Reflection: v. 78, ‘because of our God’s deep compassion’

Earlier in this passage, we hear blessings to the Lord for all the Lord has done. We are reminded of the Exodus, the time in the wilderness, and eventually the time in the promised land, too. In each of these times the Lord is with God’s people. In the midst of suffering and injustice, time in the wilderness, times of famine, uncertainty, and despair, and eventually in a season of abundance and new life—God is in it all. God journeyed with the Israelites, and journeys with us in each of our own seasons of exodus, wilderness, and the promised land. This, I believe, is another expression of God’s compassion for us. In spite of our times of trial and suffering, God wants us to ultimately experience the promised land—to have life and to have it abundantly. God’s compassion for us speaks to God’s connection to us. God is connected to our peace, joy, anger, sadness, and fear. We don’t only experience these things in nice, peaceful, controlled environments, but in our daily lives. God is with us for it all, just like God was with the Israelites through it all.

Prayer Lord, thank you for your deep compassion for us. Thank you for showing up alongside us in the good, the bad, and everything in between. Amen.

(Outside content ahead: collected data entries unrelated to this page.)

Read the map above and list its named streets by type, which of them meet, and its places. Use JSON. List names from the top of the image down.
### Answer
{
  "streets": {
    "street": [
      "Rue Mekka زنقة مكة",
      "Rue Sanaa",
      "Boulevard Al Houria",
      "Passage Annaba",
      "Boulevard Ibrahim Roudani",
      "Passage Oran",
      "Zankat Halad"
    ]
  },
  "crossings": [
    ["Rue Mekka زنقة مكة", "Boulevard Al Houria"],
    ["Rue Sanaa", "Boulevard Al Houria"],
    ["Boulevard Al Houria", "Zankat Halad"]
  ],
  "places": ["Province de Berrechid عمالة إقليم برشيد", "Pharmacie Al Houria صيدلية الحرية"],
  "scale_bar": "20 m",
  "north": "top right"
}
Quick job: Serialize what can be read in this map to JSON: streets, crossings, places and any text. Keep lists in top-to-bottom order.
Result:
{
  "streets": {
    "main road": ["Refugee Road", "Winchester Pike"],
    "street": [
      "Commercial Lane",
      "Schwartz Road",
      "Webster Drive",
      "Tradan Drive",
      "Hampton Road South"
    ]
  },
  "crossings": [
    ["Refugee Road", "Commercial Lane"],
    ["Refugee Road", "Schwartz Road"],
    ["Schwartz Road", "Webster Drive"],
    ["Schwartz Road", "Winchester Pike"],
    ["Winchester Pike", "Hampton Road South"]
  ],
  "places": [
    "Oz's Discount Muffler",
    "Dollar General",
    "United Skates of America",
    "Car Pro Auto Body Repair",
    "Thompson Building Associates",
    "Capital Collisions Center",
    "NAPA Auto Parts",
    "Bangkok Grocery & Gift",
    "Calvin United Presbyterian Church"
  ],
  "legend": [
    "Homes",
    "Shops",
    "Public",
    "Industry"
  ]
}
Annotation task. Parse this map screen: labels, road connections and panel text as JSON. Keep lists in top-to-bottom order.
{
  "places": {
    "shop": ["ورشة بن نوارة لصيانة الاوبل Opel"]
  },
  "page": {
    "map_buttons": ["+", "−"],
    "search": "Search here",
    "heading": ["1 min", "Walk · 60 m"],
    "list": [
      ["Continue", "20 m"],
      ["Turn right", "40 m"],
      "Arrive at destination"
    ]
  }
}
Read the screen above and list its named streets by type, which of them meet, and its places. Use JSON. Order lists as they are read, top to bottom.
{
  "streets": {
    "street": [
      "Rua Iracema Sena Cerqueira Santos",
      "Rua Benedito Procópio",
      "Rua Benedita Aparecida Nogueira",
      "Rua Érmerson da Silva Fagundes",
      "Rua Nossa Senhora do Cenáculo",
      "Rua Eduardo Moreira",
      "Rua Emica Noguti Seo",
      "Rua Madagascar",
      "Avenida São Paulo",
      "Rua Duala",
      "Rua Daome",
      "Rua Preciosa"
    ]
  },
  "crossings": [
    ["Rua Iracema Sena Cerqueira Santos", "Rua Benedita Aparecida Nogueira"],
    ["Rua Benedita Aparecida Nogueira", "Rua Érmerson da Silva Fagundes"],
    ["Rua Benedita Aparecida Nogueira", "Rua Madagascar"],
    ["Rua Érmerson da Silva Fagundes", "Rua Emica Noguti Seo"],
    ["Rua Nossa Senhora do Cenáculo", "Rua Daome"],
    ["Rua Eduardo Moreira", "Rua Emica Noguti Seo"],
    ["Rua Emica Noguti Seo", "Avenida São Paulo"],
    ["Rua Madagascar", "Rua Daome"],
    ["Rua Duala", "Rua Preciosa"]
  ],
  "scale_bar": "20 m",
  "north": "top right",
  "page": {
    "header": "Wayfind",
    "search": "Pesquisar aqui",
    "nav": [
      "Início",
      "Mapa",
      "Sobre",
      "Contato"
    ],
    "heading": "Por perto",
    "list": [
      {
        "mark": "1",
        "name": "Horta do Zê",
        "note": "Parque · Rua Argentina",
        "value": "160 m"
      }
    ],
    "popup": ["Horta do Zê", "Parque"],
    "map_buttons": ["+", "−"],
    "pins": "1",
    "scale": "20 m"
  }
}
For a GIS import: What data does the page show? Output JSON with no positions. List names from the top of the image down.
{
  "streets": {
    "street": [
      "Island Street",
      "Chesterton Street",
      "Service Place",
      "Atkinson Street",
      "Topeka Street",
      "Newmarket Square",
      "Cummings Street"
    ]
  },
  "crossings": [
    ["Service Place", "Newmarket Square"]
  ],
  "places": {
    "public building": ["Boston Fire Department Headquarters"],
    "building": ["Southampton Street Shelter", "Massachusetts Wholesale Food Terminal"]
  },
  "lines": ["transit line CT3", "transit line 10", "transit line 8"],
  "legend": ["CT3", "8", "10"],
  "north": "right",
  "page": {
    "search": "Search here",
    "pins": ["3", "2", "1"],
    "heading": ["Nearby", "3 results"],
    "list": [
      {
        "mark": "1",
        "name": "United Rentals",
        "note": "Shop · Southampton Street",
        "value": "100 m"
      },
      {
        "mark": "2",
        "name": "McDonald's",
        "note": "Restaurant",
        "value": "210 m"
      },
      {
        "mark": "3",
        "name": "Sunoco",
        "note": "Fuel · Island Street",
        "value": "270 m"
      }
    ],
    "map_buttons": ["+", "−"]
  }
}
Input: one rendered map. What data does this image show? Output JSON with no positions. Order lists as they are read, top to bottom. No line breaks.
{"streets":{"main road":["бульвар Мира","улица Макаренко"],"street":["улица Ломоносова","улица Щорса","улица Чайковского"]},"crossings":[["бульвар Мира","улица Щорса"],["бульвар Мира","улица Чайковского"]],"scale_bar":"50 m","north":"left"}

Advent Devotional – Wednesday, Dec. 1

Author: Brittany Fiscus-van Rossum

1 Thessalonians 3:9-13

Reflection: v. 12, ‘love for one another and for all’

In our modern cultural context the Advent and Christmas season has become a time that many of us gather with family and friends. We have cozy Christmas parties with treats and presents at work, at home, and at church. We participate in seasonally themed activities curated to give us warm fuzzies and fond memories. We fill our calendar with visits to see the people we love. Of course there is nothing wrong with any of these practices, particularly as such festivities can evoke that ever-wonderful feeling of the love we have for one another. However, I would challenge the Christian community to remember in this season of preparation and anticipation, that the love we are called to is for more than just our inner-circle. The love we are called to is for more than just our close family and friends. The love we are called to is for more than just our neighborhood, our church, our company, or our country. In his letter to the Thessalonians, Paul implores the early church to remember to abound in love for one another, yes, but also to abound in love for all. This Advent season as we are tempted to nestle into the comfortable patterns of loving our own nearest and dearest, may we be challenged to love in deeper ways too. May we be challenged to love when it is hard and feels little like warm fuzzies. May we be challenged to love when it is different and requires solidarity, empathy, and understanding. May we be challenged to love when it asks of us and requires us to think beyond the scope of our inner-circle of existence. Love can look like many things, but the love of God that we anticipate and pray for in this season is a love that is for all of us.

Prayer May our love overflow beyond just those we know.